There are many many many many MANY reasons that top down reformatorium programs are a bad idea. But lets just focus on one for a moment.

Years ago our school had to implement a new graduation project program. Our principal met this challenge by putting a bunch of staff in a room to thrash out the details of how the new program would work. We met and we talked and we talked and we met, and eventually hammered out a whole program for the graduation project.

But we ended up with more than a workable program. We also ended up with a room full of people who understood how the program was supposed to work.

Management training 101 says that you want to give people the illusion of involvement in the creation of a program so that you will also get buy-in. But when you create new programs or reforms from the bottom up, your program creation is also your program training, and that is worth its weight in gold.

Apologists for CCSS keep blaming the various issues on a bad rollout.
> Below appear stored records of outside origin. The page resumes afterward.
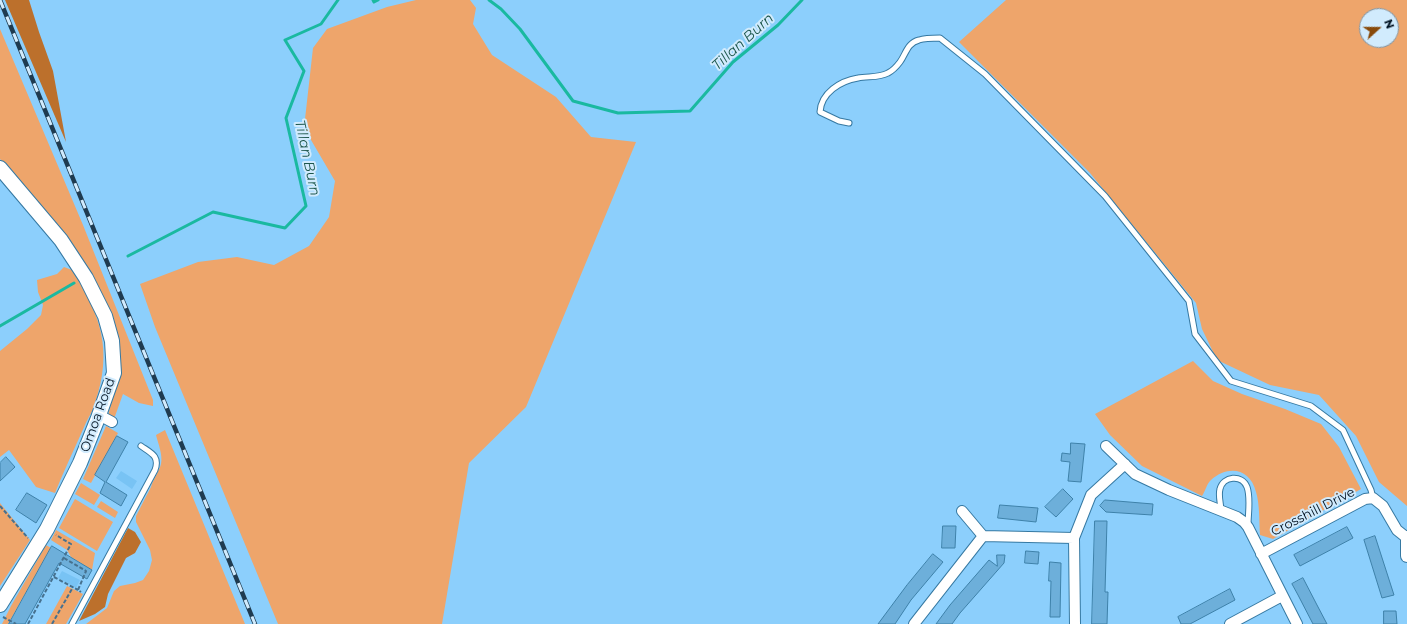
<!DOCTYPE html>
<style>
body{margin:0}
#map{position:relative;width:1407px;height:624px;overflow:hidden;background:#8ccffc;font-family:Montserrat,sans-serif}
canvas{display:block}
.north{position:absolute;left:1359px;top:8px;width:40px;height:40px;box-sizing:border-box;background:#d1ebfd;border:1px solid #7d94a5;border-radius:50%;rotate:69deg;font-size:11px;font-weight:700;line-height:16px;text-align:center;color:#001120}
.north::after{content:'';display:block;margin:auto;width:14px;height:18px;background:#884a0b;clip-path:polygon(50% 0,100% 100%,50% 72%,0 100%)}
</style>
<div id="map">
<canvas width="1407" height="624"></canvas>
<div class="north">N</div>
</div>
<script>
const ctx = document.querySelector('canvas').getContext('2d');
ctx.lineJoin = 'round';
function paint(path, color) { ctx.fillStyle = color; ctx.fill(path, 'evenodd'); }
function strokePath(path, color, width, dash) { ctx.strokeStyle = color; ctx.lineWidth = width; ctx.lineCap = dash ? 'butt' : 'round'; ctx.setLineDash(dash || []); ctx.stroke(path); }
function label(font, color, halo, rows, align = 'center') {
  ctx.font = font + ' Montserrat,sans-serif'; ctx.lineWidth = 4; ctx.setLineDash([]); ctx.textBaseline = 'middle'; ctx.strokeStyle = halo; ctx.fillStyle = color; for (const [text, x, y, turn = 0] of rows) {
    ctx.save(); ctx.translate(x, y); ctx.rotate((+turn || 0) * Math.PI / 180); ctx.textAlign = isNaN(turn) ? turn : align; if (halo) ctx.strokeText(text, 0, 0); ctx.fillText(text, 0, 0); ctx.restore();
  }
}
const built = new Path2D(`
 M121,471L137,481L132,489L116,478Z
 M62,571L80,580L76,588L58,578Z`);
const green = new Path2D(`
 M416,0H470L476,8L473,24L492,55L556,97L591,137L636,142L526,407L469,463L442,624H278L155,327L140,284L198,262L237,257L274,265L309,246L329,217L335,181L304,128L313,48L327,29L387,7Z
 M1006,0H1407V506L1379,482L1356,436L1319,395L1270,385L1217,360L1202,329L1196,303L1090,173L959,42ZM1367,16H1391V40H1367Z
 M0,29L83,225L153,400V406L139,403L123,394L114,419L108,416C113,395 121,373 120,350C118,311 91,275 69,244C47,214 25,186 0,159Z
 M64,267L72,270C101,315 113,350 95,403C93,411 88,418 85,425C75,448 64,470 55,493L36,487L9,450L0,457V351L27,329L41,315L43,305L38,292L37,280L57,274Z
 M1193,361L1213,381L1242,394L1285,409L1321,424L1339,447L1361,489L1273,539L1260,535C1259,522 1260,505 1256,492C1250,468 1228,465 1211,480C1207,483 1205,492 1202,496L1142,466L1110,435L1095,414Z
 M106,426L118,433L91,483L83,479Z
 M165,430L245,624H86L107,608L114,591L120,586L135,583L143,580L149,571L152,560L150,550L136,522V516L151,487C153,479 159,472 161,464C163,455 158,443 156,435Z
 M81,483L100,495L94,505L75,494Z
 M75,499L113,522L97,551L59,528Z
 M101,501L118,512L115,518L97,507Z
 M0,503L30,540L0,586Z
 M56,530L95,553L92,570L71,557L67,550L51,540Z
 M46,545L51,548L8,624H2L11,606Z
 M67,586L83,594L66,624H46Z`);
const forest = new Path2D(`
 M5,0H29L39,32L53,71L66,142Z
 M128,528L135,532L141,542L135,553L126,558L108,594L105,607L95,614L79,621Z`);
const stream = new Path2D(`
 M373,0L374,2L378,0
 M489,0L501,9L520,29L573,101L618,113L690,111L733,62L778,25L802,0
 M128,256L213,212L285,228L306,206L286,118L304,71L285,40L321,24L338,0
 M0,326L74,283`);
const building = new Path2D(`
 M117,436L128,442L106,482L127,495L121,506L100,493L105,482L95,475Z
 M1071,443L1085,444L1081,482L1068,481L1070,462L1061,461L1062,453L1070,454Z
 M6,457L15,467L0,481V463Z
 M1063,489L1073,499L1056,517L1045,507Z
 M27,493L47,505L36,523L16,510Z
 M1105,500L1153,504L1152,515L1106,512L1100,506Z
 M1000,505L1038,508L1036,522L998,518Z
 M1095,521H1107L1105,592H1108L1107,624H1092Z
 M943,526H956L955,548H942Z
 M1347,527L1353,538L1300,566L1294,555Z
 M1375,536L1394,595L1382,598L1364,540Z
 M52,546L92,570L87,579L59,563L25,624H9Z
 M1026,551L1039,552L1038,564L1025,563Z
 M933,554L943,562L911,600L895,624H878L907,585Z
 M997,555H1005L1004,563L960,613L952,624H936L950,605L989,560L997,566Z
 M1050,562L1061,563L1060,617H1050L1051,581H1049Z
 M1303,578L1317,605L1327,624H1313L1298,595L1292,584Z
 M1230,589L1235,600L1190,624H1181L1178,617Z
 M1384,611H1396L1397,624H1384Z`);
const path = new Path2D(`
 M0,506L28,538
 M64,558L86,571L78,590L81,592
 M54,577L78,590
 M3,617L16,624
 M28,624L71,544L56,535
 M52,624L73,587`);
const service = new Path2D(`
 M849,123L839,121L820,112C821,93 840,81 858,78C868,76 879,78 888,73C892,71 897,66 900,62C906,54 907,43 919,40C925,38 933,38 940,38L985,74L1105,196L1189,301L1195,334L1231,381L1311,406L1343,430L1371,490L1373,498
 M1221,511C1221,504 1218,496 1220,489C1223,476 1242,474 1247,487C1251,498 1248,514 1248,525
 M72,624L155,470C160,456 151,453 141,446`);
const minor = new Path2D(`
 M99,415L112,422
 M1106,446L1135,474L1169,490L1237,517L1244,522L1248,527L1297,624
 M962,511L983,536L1074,538
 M1261,554L1365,499L1373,498L1383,506L1397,530L1407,538
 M914,624L983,536
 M1075,624L1074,538L1091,495L1125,464
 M1230,624L1282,596`);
const tertiary = new Path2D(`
 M1407,537V556`);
const secondary = new Path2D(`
 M0,168L61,240L86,278L105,316L112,341L114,373L98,418L80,463L47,529L0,605`);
const rail = new Path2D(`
 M0,0L255,624`);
const streetNames = [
 ["Omoa Road",98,415,-70],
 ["Crosshill Drive",1313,512,-27]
];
const waterNames = [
 ["Tillan Burn",743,42,-42],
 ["Tillan Burn",307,158,78]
];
paint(built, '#78c3f4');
paint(green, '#eea56b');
paint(forest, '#bc702c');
strokePath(stream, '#1ab9a0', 3);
paint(building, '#6dafda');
strokePath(building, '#3e81a9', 1);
strokePath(service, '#3679a2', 7);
strokePath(minor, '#3679a2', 12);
strokePath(tertiary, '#3679a2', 14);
strokePath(secondary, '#3679a2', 16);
strokePath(path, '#46718f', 2, [4, 2]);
strokePath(service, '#fff', 5);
strokePath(minor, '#fff', 10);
strokePath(tertiary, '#fff', 12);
strokePath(secondary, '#fff', 14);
strokePath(rail, '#1f3b50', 4.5);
strokePath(rail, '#d1ebfd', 3, [9]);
label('13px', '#001120', '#d1ebfd', streetNames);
label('italic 14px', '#1c564b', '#d1ebfd', waterNames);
</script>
If only the implementation hadn't been flawed, they say. we would be gamboling through fields of common core daisies. But implementing CCSS from the top down absolutely guaranteed that the rollout would be flawed. The messed-up implementation is not a bug; it's an unavoidable feature.

Top down implementation means that none of the people who actually have to implement the program have any idea of what the program is or how it's supposed to work. Everything has to be explained to everybody, and that's a long process, a process not unlike a long game of telephone.
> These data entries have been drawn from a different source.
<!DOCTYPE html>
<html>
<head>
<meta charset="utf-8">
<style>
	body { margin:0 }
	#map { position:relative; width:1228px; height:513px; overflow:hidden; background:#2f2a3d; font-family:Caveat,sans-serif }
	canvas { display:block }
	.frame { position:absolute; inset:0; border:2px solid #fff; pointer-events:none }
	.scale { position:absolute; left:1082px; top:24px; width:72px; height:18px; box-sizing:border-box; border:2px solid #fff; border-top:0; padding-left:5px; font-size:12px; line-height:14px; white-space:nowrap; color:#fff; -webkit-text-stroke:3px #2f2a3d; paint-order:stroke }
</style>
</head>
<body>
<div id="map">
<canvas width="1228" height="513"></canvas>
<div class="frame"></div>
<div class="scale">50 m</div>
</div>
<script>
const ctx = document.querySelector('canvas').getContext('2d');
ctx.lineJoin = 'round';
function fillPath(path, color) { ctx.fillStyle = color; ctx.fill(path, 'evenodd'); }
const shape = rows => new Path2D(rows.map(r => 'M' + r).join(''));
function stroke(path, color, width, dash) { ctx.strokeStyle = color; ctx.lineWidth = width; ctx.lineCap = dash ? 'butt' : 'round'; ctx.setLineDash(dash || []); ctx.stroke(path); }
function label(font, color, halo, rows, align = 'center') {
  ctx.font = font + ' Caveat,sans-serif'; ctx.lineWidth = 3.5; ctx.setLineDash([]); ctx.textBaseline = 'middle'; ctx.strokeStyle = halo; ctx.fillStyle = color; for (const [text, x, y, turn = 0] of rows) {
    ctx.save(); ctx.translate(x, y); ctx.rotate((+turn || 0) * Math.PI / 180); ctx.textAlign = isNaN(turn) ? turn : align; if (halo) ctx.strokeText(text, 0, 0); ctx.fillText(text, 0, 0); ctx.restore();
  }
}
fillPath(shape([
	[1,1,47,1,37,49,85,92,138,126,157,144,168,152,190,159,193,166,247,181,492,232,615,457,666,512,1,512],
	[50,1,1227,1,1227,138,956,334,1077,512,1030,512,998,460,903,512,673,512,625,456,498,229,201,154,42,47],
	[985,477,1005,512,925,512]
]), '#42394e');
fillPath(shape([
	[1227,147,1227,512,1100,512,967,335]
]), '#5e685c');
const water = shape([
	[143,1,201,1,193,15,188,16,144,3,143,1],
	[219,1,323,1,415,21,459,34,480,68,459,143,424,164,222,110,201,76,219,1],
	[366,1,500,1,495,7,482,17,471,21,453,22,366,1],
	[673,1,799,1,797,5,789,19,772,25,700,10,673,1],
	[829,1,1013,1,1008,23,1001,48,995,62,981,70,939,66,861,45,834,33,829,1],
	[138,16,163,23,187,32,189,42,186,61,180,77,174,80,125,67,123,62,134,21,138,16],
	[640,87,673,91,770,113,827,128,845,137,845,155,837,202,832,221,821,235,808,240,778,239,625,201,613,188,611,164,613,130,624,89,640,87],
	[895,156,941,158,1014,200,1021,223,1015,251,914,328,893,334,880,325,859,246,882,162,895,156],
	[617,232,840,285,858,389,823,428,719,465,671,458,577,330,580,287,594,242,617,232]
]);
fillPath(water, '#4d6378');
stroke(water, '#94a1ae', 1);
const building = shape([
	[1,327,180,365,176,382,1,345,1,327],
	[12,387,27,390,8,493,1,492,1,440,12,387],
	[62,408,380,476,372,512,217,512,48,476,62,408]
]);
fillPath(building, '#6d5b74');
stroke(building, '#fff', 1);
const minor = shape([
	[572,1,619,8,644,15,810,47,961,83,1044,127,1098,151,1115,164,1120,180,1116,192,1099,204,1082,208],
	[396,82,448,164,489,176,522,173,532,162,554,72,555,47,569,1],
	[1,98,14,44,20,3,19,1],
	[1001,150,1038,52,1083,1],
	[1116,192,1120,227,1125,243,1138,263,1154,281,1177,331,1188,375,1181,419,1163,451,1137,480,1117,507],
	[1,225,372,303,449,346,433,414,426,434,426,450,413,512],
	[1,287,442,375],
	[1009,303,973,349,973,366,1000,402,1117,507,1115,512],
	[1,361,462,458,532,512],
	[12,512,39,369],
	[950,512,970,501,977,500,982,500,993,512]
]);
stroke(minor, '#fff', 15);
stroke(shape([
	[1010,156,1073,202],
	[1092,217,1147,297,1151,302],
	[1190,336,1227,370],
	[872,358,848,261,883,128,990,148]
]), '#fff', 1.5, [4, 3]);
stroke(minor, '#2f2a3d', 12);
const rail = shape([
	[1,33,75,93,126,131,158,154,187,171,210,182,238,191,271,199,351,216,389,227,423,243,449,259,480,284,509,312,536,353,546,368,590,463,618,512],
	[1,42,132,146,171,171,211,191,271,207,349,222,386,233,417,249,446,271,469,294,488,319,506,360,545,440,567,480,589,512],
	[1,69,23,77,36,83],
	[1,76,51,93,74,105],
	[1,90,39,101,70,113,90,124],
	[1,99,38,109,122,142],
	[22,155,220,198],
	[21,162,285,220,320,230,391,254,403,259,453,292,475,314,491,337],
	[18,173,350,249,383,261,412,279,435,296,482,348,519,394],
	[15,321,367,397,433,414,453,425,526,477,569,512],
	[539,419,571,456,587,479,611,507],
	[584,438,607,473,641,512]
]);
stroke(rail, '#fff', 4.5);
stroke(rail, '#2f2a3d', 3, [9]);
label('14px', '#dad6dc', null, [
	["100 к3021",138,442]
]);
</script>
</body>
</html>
CCSS has been even worse than the average top-down implementation because it is so jam-packed with its own jargon. Teachers are sitting through training where hours are being devoted simply to getting everyone in the room to use the proscribed definition of "rigor." Teachers are spending days in seminars about "unpacking" the standards themselves, which is a nice-sounding way of saying "trying to figure out what the hell all this gobbledygook is supposed to mean to an actual classroom teacher.":

With bottom-up reform, everyone has been in the room working on a shared language of shared expectations together. That understanding emerges organically while the details are hammered out. But top-down reform has to be passed down in its entirety, all the way down to the actual words being used. The program becomes like bad stereo directions that are passed down as a xerox of a xerox of a xerox ad infinitum, each one presented by someone who has his own maybe-faulty understanding of what he sees on the bad copy that's been handed to him.

If the most genius edu-whizes in the world came up with the best school reform system ever and tried to implement it this way, there would be tremendous problems. Start with a hackneyed mess of garbled muck like CCSS, and you are absolutely guaranteed a flawed implementation.